Scooby-Doo Is Heading To The Big Screen After All — Just Not In The U.S.
The goofy Great Dane may have not gotten his bigscreen turn in the United States or Canada, but Warner Bros. has confirmed that Scoob! will get a theatrical rollout in some countries.
Tony Cervone’s Scooby-Doo spin-off will first hit cinemas on July 8 in France, the Netherlands, and Switzerland. Theatrical releases in other countries will follow. Meanwhile, the film is out today on PVOD in Australia and New Zealand, and on July 10 in the U.K.
Scoob! was initially meant to come out in American theaters on May 15, but as they were almost all shut then, Warner Bros. opted for a PVOD release on the same date instead. Unlike Universal’s Trolls World Tour, which on April 10 came out simultaneously on PVOD and the few theaters that were still open, Scoob! was exclusive to online. Its marketing, which included a viral Tiktok campaign, reflected this.
Whether for this or other reasons, Scoob! avoided the backlash from the exhibition sector that greeted Trolls World Tour. Theater owners were possibly glad to avoid the direct comparison in earnings that a simultaneous release would have set up (however skewed that comparison would have been by the scarcity of functioning cinemas).
In any case, the hybrid international rollout is a different matter. As things stand, no territory is getting Scoob! both in theaters and on PVOD, so audiences won’t be choosing. The strategy says more about the varying severity of the pandemic across countries.
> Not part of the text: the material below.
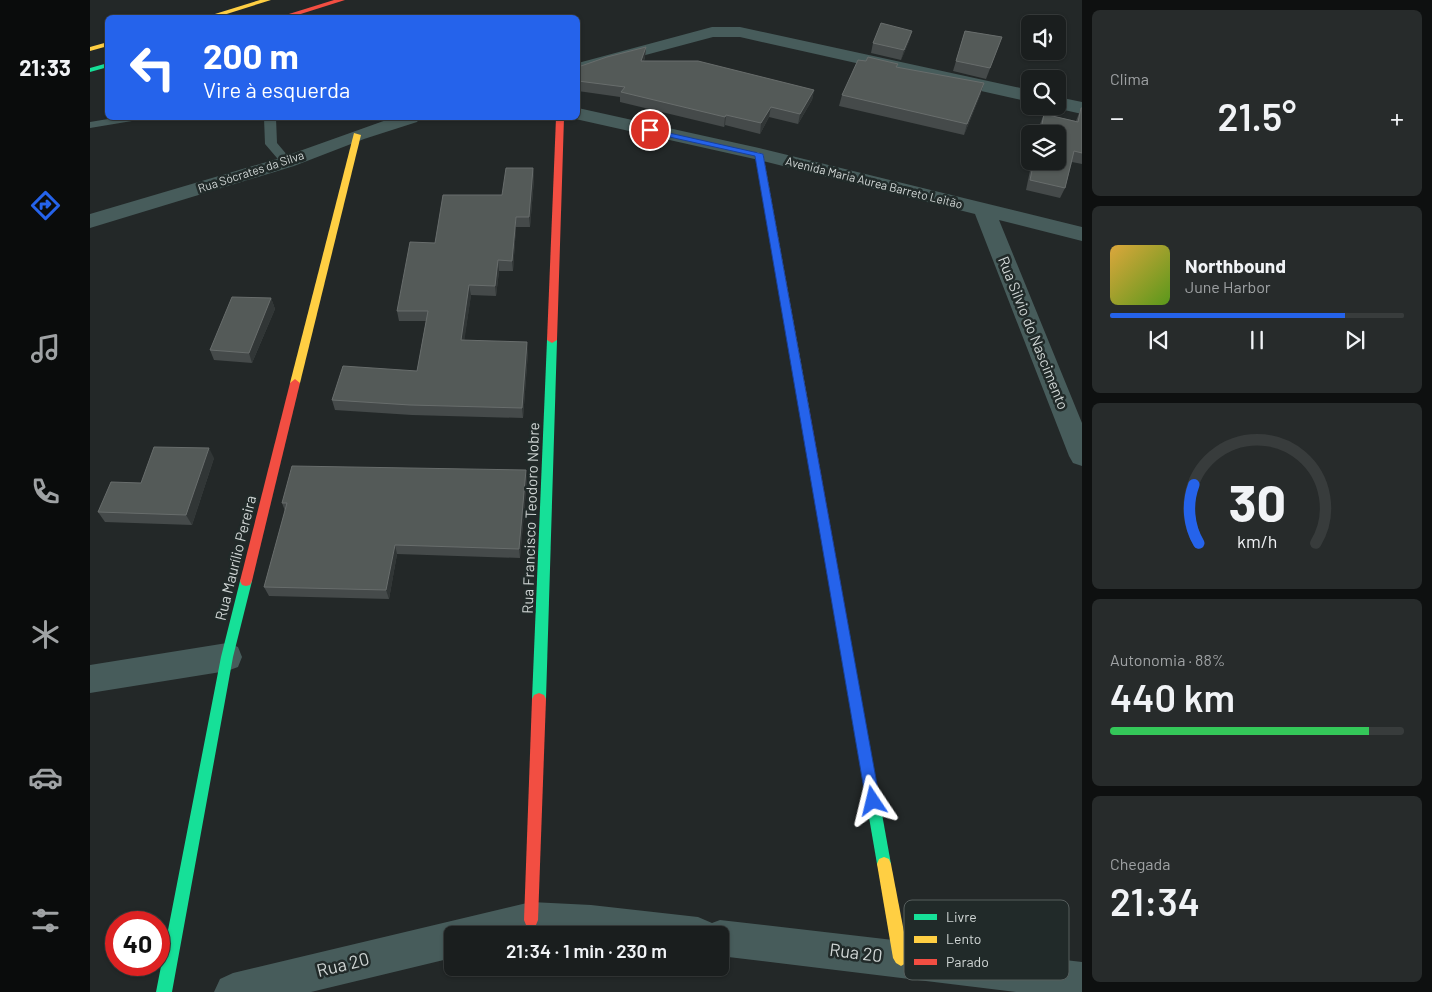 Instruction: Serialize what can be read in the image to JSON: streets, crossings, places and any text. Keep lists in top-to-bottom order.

France’s cinemas reopened on June 22, and have seen an impressive turnout in the circumstances; the U.K.’s remain shut.
Even so, this remains a highly unusual approach for a tentpole animated feature, and the film’s relative performance in different markets will be pored over at Warner Bros. — and outside, if the studio chooses to release the data. (In the U.S., the film is now streaming on HBO Max.)
Meanwhile, Trolls World Tour hasn’t finished its theatrical run. It ranked seventh at the American box office this weekend, taking all of $138,000 (estimated). It is also among the 450 titles set to be shown in U.K. theaters when they reopen — probably on July 4.